• _WHAT TO WORK ON_
Word for word, retype the first line of the records and every following line through the one containing "context.strokeStyle = color;".

• _SOURCE MATERIAL_
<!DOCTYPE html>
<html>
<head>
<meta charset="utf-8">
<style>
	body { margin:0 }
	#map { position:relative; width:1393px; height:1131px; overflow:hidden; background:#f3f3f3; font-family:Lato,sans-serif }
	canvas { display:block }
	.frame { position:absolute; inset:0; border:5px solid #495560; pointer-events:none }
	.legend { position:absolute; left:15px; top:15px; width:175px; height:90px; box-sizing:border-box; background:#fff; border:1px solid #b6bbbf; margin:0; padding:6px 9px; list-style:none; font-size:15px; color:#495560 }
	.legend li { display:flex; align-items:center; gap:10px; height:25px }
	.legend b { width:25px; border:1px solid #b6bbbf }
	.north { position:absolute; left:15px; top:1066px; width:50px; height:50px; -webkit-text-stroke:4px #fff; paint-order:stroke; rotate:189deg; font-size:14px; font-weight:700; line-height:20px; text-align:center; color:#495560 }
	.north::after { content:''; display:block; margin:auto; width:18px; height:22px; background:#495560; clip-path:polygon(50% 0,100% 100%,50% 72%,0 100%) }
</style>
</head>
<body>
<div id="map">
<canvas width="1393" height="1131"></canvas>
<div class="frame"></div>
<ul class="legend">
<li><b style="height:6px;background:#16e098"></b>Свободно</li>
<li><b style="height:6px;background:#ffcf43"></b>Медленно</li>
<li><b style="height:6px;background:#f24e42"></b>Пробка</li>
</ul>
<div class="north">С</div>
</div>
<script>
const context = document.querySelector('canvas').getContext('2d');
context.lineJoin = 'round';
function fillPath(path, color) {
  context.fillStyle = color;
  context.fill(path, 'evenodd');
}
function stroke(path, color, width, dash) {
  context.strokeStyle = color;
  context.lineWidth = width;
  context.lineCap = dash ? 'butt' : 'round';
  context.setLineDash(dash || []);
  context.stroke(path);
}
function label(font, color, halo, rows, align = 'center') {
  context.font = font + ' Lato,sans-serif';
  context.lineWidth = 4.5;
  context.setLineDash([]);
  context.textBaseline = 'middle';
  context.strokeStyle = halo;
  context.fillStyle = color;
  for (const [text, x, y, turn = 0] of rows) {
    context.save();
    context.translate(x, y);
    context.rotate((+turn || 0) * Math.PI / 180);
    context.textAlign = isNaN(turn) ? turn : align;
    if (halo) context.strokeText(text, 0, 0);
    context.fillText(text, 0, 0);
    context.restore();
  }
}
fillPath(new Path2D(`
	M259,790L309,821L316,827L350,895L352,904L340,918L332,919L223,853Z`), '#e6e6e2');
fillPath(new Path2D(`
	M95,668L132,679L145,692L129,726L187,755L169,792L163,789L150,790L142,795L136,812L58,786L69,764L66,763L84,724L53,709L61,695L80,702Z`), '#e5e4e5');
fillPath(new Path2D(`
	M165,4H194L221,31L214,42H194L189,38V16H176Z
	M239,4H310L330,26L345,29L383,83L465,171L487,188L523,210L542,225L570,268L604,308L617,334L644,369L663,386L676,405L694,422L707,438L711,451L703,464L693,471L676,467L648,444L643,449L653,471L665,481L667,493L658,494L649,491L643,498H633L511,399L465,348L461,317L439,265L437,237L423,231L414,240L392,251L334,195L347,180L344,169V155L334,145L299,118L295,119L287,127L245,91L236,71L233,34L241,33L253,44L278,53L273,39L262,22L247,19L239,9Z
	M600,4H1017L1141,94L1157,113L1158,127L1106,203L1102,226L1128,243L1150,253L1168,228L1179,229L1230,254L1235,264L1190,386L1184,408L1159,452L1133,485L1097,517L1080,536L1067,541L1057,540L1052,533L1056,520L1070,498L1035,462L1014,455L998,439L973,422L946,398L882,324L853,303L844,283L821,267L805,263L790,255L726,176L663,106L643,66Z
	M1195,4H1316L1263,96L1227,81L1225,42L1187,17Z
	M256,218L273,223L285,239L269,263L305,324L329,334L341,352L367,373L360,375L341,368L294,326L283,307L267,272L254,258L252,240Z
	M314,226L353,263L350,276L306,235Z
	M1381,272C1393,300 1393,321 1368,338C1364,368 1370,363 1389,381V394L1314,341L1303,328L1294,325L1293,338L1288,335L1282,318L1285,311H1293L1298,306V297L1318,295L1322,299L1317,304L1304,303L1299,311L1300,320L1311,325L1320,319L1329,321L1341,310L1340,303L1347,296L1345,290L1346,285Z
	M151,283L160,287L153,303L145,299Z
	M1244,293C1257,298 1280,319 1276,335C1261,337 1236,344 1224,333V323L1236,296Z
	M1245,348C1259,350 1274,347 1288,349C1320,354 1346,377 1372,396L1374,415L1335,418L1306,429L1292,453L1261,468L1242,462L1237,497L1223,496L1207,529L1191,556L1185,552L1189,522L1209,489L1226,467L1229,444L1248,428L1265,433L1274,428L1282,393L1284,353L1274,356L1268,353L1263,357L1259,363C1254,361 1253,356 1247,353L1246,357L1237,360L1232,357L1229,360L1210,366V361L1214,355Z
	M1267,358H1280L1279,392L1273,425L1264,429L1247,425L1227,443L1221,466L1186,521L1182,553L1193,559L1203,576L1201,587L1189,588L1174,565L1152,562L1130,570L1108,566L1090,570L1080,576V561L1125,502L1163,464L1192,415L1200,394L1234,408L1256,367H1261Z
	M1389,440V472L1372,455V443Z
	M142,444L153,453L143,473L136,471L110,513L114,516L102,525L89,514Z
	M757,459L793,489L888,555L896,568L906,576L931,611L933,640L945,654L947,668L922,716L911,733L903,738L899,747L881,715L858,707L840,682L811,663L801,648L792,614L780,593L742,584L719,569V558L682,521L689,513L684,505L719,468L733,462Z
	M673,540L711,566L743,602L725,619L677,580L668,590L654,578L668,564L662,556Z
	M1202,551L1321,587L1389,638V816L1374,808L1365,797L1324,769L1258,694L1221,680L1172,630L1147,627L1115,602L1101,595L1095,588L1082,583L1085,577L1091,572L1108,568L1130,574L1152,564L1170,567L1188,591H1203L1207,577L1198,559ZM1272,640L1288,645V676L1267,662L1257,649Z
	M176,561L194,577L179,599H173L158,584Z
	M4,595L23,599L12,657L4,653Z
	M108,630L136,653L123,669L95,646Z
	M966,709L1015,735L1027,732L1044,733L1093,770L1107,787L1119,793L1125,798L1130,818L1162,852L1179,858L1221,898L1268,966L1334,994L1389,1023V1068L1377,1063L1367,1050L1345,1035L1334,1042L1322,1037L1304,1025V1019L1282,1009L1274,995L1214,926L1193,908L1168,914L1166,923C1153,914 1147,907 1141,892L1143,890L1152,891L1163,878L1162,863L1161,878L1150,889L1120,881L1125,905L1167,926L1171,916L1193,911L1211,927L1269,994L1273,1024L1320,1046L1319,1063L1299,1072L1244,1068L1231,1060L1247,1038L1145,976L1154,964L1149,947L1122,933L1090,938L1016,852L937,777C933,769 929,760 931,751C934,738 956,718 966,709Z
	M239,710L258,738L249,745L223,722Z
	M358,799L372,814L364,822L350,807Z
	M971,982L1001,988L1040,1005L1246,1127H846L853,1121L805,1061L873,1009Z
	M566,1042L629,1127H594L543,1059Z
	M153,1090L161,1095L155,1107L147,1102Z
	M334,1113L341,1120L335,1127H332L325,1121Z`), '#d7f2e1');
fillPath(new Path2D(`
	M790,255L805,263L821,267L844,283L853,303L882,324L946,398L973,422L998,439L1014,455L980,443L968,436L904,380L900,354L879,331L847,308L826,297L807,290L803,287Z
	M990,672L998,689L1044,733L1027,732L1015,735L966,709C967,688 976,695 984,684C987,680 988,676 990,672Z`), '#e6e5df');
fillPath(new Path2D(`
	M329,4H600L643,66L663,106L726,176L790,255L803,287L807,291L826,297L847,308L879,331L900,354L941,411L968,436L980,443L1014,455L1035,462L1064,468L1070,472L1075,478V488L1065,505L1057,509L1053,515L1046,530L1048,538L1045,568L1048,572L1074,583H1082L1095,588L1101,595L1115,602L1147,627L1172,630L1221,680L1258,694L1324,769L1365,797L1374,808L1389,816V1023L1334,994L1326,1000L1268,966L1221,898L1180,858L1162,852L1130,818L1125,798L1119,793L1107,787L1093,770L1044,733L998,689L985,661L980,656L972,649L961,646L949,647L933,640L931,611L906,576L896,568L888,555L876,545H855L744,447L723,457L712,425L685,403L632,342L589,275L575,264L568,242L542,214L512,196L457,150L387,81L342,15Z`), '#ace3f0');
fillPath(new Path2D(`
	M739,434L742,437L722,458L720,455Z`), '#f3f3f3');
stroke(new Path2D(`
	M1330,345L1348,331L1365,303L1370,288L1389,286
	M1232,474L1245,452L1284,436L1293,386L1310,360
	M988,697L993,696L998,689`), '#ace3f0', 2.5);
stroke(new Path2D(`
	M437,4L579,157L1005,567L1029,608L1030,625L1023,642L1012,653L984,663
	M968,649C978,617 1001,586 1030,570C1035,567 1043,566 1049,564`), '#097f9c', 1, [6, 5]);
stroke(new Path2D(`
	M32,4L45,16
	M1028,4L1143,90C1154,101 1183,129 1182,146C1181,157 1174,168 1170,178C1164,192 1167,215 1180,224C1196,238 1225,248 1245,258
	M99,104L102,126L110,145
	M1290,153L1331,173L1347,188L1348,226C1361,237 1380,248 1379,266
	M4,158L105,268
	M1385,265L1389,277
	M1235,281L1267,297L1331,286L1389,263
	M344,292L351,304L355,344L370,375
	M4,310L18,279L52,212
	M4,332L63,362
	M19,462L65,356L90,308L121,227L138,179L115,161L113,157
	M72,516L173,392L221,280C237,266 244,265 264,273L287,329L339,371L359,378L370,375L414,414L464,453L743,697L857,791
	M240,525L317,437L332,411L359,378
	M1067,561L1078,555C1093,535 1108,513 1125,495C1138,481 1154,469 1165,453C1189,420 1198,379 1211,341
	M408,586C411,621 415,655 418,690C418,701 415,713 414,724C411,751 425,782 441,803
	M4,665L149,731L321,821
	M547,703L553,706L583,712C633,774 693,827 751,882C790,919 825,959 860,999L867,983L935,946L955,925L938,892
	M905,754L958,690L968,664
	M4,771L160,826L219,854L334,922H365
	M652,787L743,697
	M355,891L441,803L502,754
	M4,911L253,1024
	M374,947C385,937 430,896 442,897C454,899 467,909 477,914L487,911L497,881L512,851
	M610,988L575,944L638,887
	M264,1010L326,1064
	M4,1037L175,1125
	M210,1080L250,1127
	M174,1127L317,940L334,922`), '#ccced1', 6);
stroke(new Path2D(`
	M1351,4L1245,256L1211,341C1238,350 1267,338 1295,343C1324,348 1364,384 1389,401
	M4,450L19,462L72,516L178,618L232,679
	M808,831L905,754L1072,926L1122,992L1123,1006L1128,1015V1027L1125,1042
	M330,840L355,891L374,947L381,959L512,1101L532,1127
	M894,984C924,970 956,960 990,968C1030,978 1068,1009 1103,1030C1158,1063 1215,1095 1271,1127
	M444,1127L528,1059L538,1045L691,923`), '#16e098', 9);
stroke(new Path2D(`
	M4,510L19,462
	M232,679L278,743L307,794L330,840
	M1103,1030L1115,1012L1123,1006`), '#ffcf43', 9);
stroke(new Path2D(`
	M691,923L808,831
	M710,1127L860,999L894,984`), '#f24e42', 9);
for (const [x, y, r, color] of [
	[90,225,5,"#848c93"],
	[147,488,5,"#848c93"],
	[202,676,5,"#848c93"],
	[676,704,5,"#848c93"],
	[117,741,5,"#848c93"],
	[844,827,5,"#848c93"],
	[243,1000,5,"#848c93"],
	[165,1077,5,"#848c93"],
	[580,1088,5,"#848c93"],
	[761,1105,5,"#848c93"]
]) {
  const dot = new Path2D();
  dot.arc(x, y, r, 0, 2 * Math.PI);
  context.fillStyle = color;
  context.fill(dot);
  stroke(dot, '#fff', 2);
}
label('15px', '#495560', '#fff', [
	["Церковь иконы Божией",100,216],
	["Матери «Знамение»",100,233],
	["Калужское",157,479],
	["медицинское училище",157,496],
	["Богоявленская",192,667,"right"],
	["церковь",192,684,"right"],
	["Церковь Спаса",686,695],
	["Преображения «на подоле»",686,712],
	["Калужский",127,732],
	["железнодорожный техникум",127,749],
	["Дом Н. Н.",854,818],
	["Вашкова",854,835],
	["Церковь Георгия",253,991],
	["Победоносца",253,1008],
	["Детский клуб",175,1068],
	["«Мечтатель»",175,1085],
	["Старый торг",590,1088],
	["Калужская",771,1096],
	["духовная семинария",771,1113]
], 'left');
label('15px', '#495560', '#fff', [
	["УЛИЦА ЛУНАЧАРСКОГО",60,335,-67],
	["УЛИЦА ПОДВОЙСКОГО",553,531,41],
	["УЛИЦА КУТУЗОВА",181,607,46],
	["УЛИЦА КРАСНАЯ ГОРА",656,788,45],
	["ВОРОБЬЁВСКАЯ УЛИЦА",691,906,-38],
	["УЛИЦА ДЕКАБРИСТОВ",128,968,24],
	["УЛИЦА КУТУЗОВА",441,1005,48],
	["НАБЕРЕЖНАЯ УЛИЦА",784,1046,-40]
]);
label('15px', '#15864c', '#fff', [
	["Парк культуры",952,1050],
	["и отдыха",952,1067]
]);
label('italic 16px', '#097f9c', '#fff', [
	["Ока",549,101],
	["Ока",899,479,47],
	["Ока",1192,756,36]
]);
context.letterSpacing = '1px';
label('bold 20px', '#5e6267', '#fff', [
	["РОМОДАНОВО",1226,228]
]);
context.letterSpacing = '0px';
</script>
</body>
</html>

• _EXERCISE SOLUTION_
<!DOCTYPE html>
<html>
<head>
<meta charset="utf-8">
<style>
	body { margin:0 }
	#map { position:relative; width:1393px; height:1131px; overflow:hidden; background:#f3f3f3; font-family:Lato,sans-serif }
	canvas { display:block }
	.frame { position:absolute; inset:0; border:5px solid #495560; pointer-events:none }
	.legend { position:absolute; left:15px; top:15px; width:175px; height:90px; box-sizing:border-box; background:#fff; border:1px solid #b6bbbf; margin:0; padding:6px 9px; list-style:none; font-size:15px; color:#495560 }
	.legend li { display:flex; align-items:center; gap:10px; height:25px }
	.legend b { width:25px; border:1px solid #b6bbbf }
	.north { position:absolute; left:15px; top:1066px; width:50px; height:50px; -webkit-text-stroke:4px #fff; paint-order:stroke; rotate:189deg; font-size:14px; font-weight:700; line-height:20px; text-align:center; color:#495560 }
	.north::after { content:''; display:block; margin:auto; width:18px; height:22px; background:#495560; clip-path:polygon(50% 0,100% 100%,50% 72%,0 100%) }
</style>
</head>
<body>
<div id="map">
<canvas width="1393" height="1131"></canvas>
<div class="frame"></div>
<ul class="legend">
<li><b style="height:6px;background:#16e098"></b>Свободно</li>
<li><b style="height:6px;background:#ffcf43"></b>Медленно</li>
<li><b style="height:6px;background:#f24e42"></b>Пробка</li>
</ul>
<div class="north">С</div>
</div>
<script>
const context = document.querySelector('canvas').getContext('2d');
context.lineJoin = 'round';
function fillPath(path, color) {
  context.fillStyle = color;
  context.fill(path, 'evenodd');
}
function stroke(path, color, width, dash) {
  context.strokeStyle = color;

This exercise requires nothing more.